Senate Republicans today will address the problem of inadequate, expensive child care with a series of proposals that encourage existing providers to stay in business and lower the barriers of entry for new providers.
The proposals include:
- S.F. 3310 (Weber) – Makes staffing requirements more flexible, reduces unnecessary paperwork for child care providers, makes it easier to hire caretakers, provides more transparency for providers and the public, and requires the Department of Human Services to identify onerous regulatory burdens and take steps to reduce them.
- S.F. 2683 (Kiffmeyer) – Exempts most minor children of in-home child care providers from providing fingerprints and photographs for background study purposes. Child care providers found this new requirement intrusive and degrading to their children.

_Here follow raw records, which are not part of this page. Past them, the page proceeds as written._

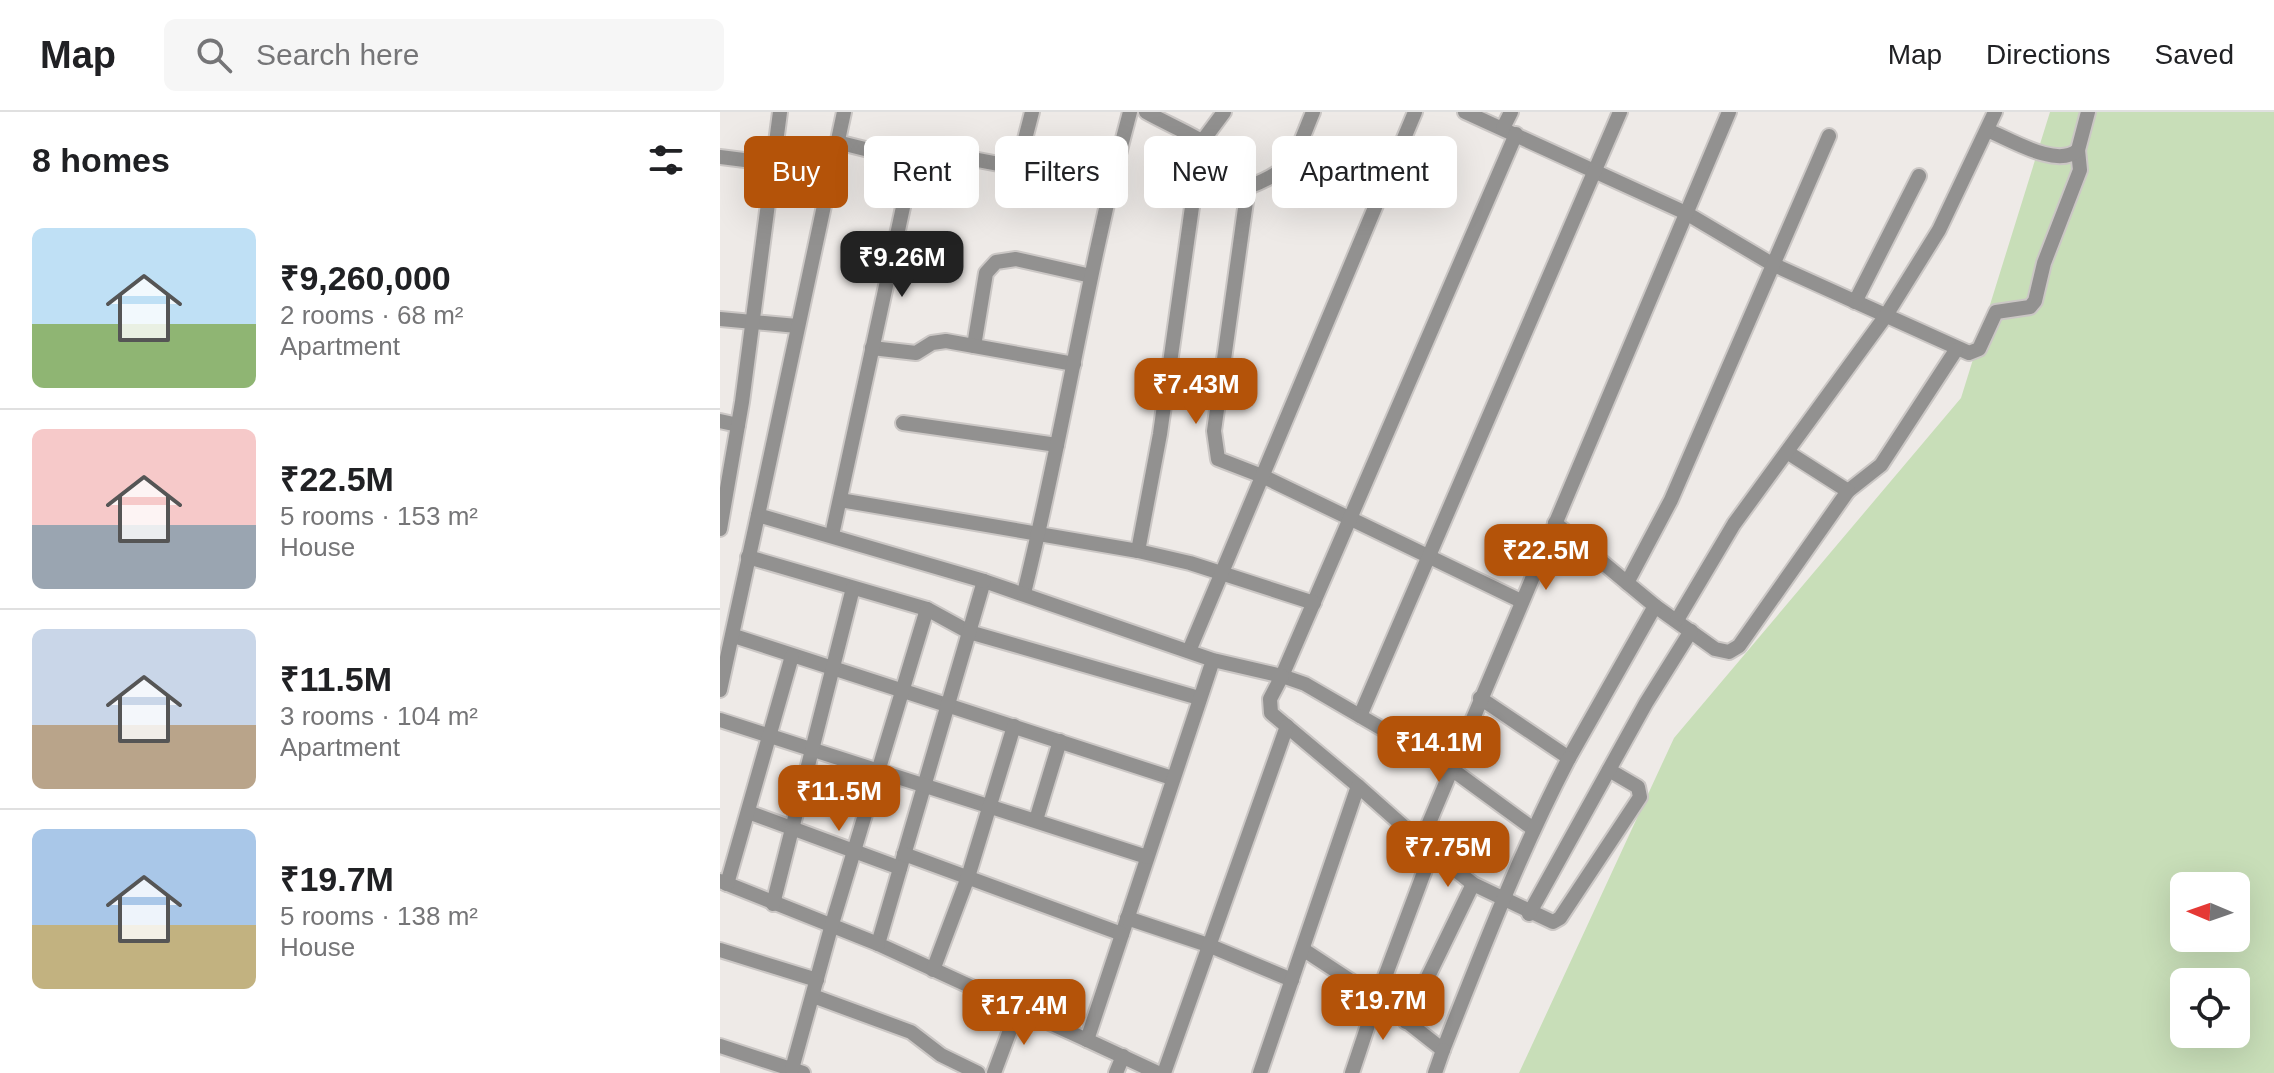 <!DOCTYPE html>
<html lang="en">
<head>
<meta charset="utf-8">
<style>
	:root { --surface:#fff; --page:#f6f6f6; --text:#202124; --muted:#757577; --line:#e0e0e0; --accent:#b45309 }
	body { margin:0; font-family:Helvetica,sans-serif; background:var(--page); color:var(--text); height:100vh; display:flex; flex-direction:column; font-size:30px; white-space:nowrap }
	* { box-sizing:border-box; margin:0 }
	p { font-size:26px; color:var(--muted) }
	.icon { flex:none; width:44px; height:44px; fill:none; stroke:currentColor; stroke-width:2; stroke-linecap:round; stroke-linejoin:round }
	.map { position:relative; flex:1; overflow:hidden }
	.drawer { display:flex; flex-direction:column; background:var(--surface); width:720px }
	.drawer>* { flex:none }
	.guide { position:absolute; left:24px; top:24px; width:760px; height:72px; display:flex; gap:16px }
	.needle { width:52px; rotate:272deg }
	.tools { position:absolute; left:1450px; top:760px; display:grid; gap:16px }
	.tools a { display:grid; place-items:center; width:80px; height:80px; border-radius:12px; background:var(--surface); box-shadow:0 8px 32px #0002; font-size:40px }
	.price { position:absolute; translate:-50% -68px; padding:0 18px; border-radius:16px; background:var(--accent); color:#fff; font-size:26px; line-height:52px; filter:drop-shadow(0 2px 4px #0008) }
	.price::after { content:''; position:absolute; left:50%; top:48px; width:24px; height:18px; margin-left:-12px; background:inherit; clip-path:polygon(0 0,100% 0,50% 100%) }
	.price.current { background:#222; color:#fff }
	ul { padding:0; list-style:none }
	li { display:flex; align-items:center; gap:24px; height:200px; padding:0 32px }
	li+li { border-top:2px solid var(--line) }
	li span { display:grid; place-items:center; flex:none; width:224px; height:160px; border-radius:12px; color:#555 }
	li>.icon { margin-inline-start:auto }
	span .icon { width:96px; height:96px; fill:#fffc; stroke-width:1 }
	li b { font-size:34px }
	h2 { display:flex; justify-content:space-between; align-items:center; height:96px; padding:0 32px; font-size:34px }
	.chip { padding:0 28px; border-radius:12px; background:var(--surface); box-shadow:0 8px 32px #0002; font-size:28px; line-height:72px }
	.chip.current { background:var(--accent); color:#fff }
	header { display:flex; align-items:center; gap:48px; box-sizing:border-box; height:112px; padding:0 40px; background:var(--surface); border-bottom:2px solid var(--line) }
	header strong { font-size:38px }
	nav { display:flex; gap:44px; margin-inline-start:auto; font-size:28px }
	.search { width:560px; height:72px; background:var(--page); display:flex; align-items:center; gap:20px; box-sizing:border-box; padding:0 28px; border-radius:12px; color:var(--muted); font-size:30px }
	main { display:flex; flex:1; min-height:0 }
	.map>svg:first-child { display:block }
</style>
</head>
<body>
<header>
<strong>Map</strong>
<div class="search"><svg class="icon" aria-label="search" viewBox="0 0 24 24"><circle cx="10" cy="10" r="6"/><path d="M15 15l6 6"/></svg>Search here</div>
<nav><a>Map</a><a>Directions</a><a>Saved</a></nav>
</header>
<main>
<section class="drawer">
<h2>8 homes<svg class="icon" aria-label="filters" viewBox="0 0 24 24"><path d="M4 7h16M4 17h16"/><circle cx="9" cy="7" r="2"/><circle cx="15" cy="17" r="2"/></svg></h2>
<ul>
<li><span style="background:linear-gradient(#bfe0f5 60%,#8fb573 0)"><svg class="icon" aria-label="home" viewBox="0 0 24 24"><path d="M3 11l9-7 9 7M6 9v11h12V9"/></svg></span><div><b>₹9,260,000</b><p>2 rooms · 68 m²</p><p>Apartment</p></div></li>
<li><span style="background:linear-gradient(#f6c9c9 60%,#9aa5b1 0)"><svg class="icon" aria-label="home" viewBox="0 0 24 24"><path d="M3 11l9-7 9 7M6 9v11h12V9"/></svg></span><div><b>₹22.5M</b><p>5 rooms · 153 m²</p><p>House</p></div></li>
<li><span style="background:linear-gradient(#c9d6e8 60%,#b9a48a 0)"><svg class="icon" aria-label="home" viewBox="0 0 24 24"><path d="M3 11l9-7 9 7M6 9v11h12V9"/></svg></span><div><b>₹11.5M</b><p>3 rooms · 104 m²</p><p>Apartment</p></div></li>
<li><span style="background:linear-gradient(#a9c7e8 60%,#c2b280 0)"><svg class="icon" aria-label="home" viewBox="0 0 24 24"><path d="M3 11l9-7 9 7M6 9v11h12V9"/></svg></span><div><b>₹19.7M</b><p>5 rooms · 138 m²</p><p>House</p></div></li>
</ul>
</section>
<div class="map">
<svg width="1554" height="961" viewBox="0 0 1554 961">
	<rect width="100%" height="100%" fill="#eeeae7"/>
	<path fill="#c8deb8" fill-rule="evenodd" d="M1330 0H1554V961H799L954 626 1241 286ZM1464 774H1516V826H1464ZM1464 870H1516V922H1464Z"/>
	<g fill="none" stroke-linecap="round" stroke-linejoin="round">
		<defs>
			<g id="minor">
				<path d="M426 0C459 19 516 38 528 75L494 319 498 347 542 364 801 489"/>
				<polyline points="745,0 966,101 1052,152 1249,241 1259,237 1276,200 1310,195 1315,189 1324,151 1360,58 1358,38"/>
				<polyline points="783,16 791,0"/>
				<path d="M1267 18C1290 27 1337 57 1358 38L1368 0"/>
				<polyline points="796,22 562,564 585,572 640,604 900,0"/>
				<polyline points="0,45 111,59"/>
				<polyline points="193,49 206,41 221,41 390,73"/>
				<polyline points="297,58 312,0"/>
				<path d="M528 75C576 57 574 45 593 0"/>
				<polyline points="1135,190 1199,64"/>
				<polyline points="0,207 77,214"/>
				<polyline points="254,234 266,161 276,150 296,147 371,164"/>
				<polyline points="152,236 196,241 212,231 226,229 354,252"/>
				<polyline points="0,309 18,313"/>
				<polyline points="183,311 337,333"/>
				<polyline points="1128,379 1161,353 1236,238"/>
				<polyline points="120,388 418,439 470,451 594,491"/>
				<polyline points="38,403 124,0"/>
				<polyline points="0,417 22,290 60,0"/>
				<polyline points="112,423 193,49 117,30"/>
				<polyline points="418,439 440,322 481,31 504,0"/>
				<polyline points="28,445 207,497 249,520 479,586"/>
				<polyline points="907,471 951,388 1109,24"/>
				<path d="M304 481C344 321 367 158 410 0"/>
				<polyline points="935,494 995,537 1009,540 1019,534 1128,379 1067,340"/>
				<polyline points="957,508 1014,412 1165,205 1219,118 1275,0"/>
				<polyline points="14,524 452,666"/>
				<polyline points="469,539 695,0"/>
				<polyline points="493,548 367,928 158,832 264,469 493,548 562,564 550,587 551,601 638,674"/>
				<polyline points="0,578 38,403 264,469"/>
				<polyline points="760,586 849,646 935,494 835,411"/>
				<polyline points="640,604 730,656 812,716"/>
				<polyline points="0,608 427,745"/>
				<polyline points="28,700 180,756"/>
				<polyline points="316,708 340,629"/>
				<polyline points="707,735 753,772 833,810 840,806 920,685 918,675 889,658"/>
				<path d="M712 739 657 886 723 938C762 839 800 740 849 646"/>
				<polyline points="184,742 402,822"/>
				<polyline points="0,769 158,832"/>
				<polyline points="7,772 72,544"/>
				<polyline points="53,792 133,476"/>
				<polyline points="809,802 926,591 971,519"/>
				<polyline points="407,806 488,833 572,868"/>
				<polyline points="0,838 97,868"/>
				<polyline points="584,838 657,886 632,961"/>
				<polyline points="213,858 248,765 294,614"/>
				<polyline points="93,884 191,920 221,943 258,961"/>
				<polyline points="686,910 753,772"/>
				<polyline points="367,928 438,961"/>
				<polyline points="0,934 83,961"/>
				<polyline points="72,957 112,812 207,497"/>
				<polyline points="274,961 298,897"/>
				<polyline points="396,961 403,944"/>
				<polyline points="444,961 567,614"/>
				<polyline points="540,961 638,674 701,730 1009,0"/>
				<polyline points="715,961 723,938"/>
			</g>
		</defs>
		<use href="#minor" stroke="#cbc7c5" stroke-width="18"/>
		<use href="#minor" stroke="#929190" stroke-width="14"/>
	</g>
</svg>
<div class="tools">
<a><svg class="needle" viewBox="-14 -14 28 28"><path d="M0-13l5 13h-10z" fill="#e53935"/><path d="M0 13l5-13h-10z" fill="#757577"/></svg></a>
<a><svg class="icon" aria-label="locate" viewBox="0 0 24 24"><circle cx="12" cy="12" r="6"/><path d="M12 2v4M12 18v4M2 12h4M18 12h4"/></svg></a>
</div>
<b class="price current" style="left:182px;top:187px">₹9.26M</b>
<b class="price" style="left:476px;top:314px">₹7.43M</b>
<b class="price" style="left:826px;top:480px">₹22.5M</b>
<b class="price" style="left:719px;top:672px">₹14.1M</b>
<b class="price" style="left:119px;top:721px">₹11.5M</b>
<b class="price" style="left:728px;top:777px">₹7.75M</b>
<b class="price" style="left:663px;top:930px">₹19.7M</b>
<b class="price" style="left:304px;top:935px">₹17.4M</b>
<div class="guide">
<a class="chip current">Buy</a>
<a class="chip">Rent</a>
<a class="chip">Filters</a>
<a class="chip">New</a>
<a class="chip">Apartment</a>
</div>
</div>
</main>
</body>
</html>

- S.F. 2685 (Lang) – Exempts child care providers from a burdensome and unnecessary training mandate meant for caretakers of people with disabilities.
- A new subcommittee on child care availability will be established to study the regulatory and administrative barriers that exist for child care providers and develop recommendations to reduce the burden.
“Child care providers face a nightmare scenario of overregulation. It’s really no wonder so many family child care providers have been dropping out of the business at an alarming rate, leaving families without options and desperate for care,” said Sen. Bill Weber (R-Luverne). “The situation is quickly becoming a crisis in Greater Minnesota. The reforms we’ve proposed are a preliminary first step toward increasing choices for parents who want to work.”
Child care providers testified that rules and regulations imposed on the industry by DHS are increasingly punitive and do not pass the common-sense test. For instance, child care providers must sometimes turn away siblings when their ages are not perfectly spaced to allow for a certain ratio of caretakers-to-children, even when the overlap is only a month or two. Something as simple as a misplaced bobby pin could cost a provider hundreds of dollars in fines, regulations are repetitive, and continuous education requirements are unreasonable. These issues are pushing providers out of the business, creating a crisis-level child care shortage, and limiting parents’ career options.
“The child care shortage doesn’t just affect young families. Everyone in our state pays the economic cost when parents are forced drop out of the workforce to stay home with their children because there are no other options available,” said Sen. Andrew Lang (R-Olivia). “The state needs to get out of the way of parents and child care providers so they can solve this problem together.”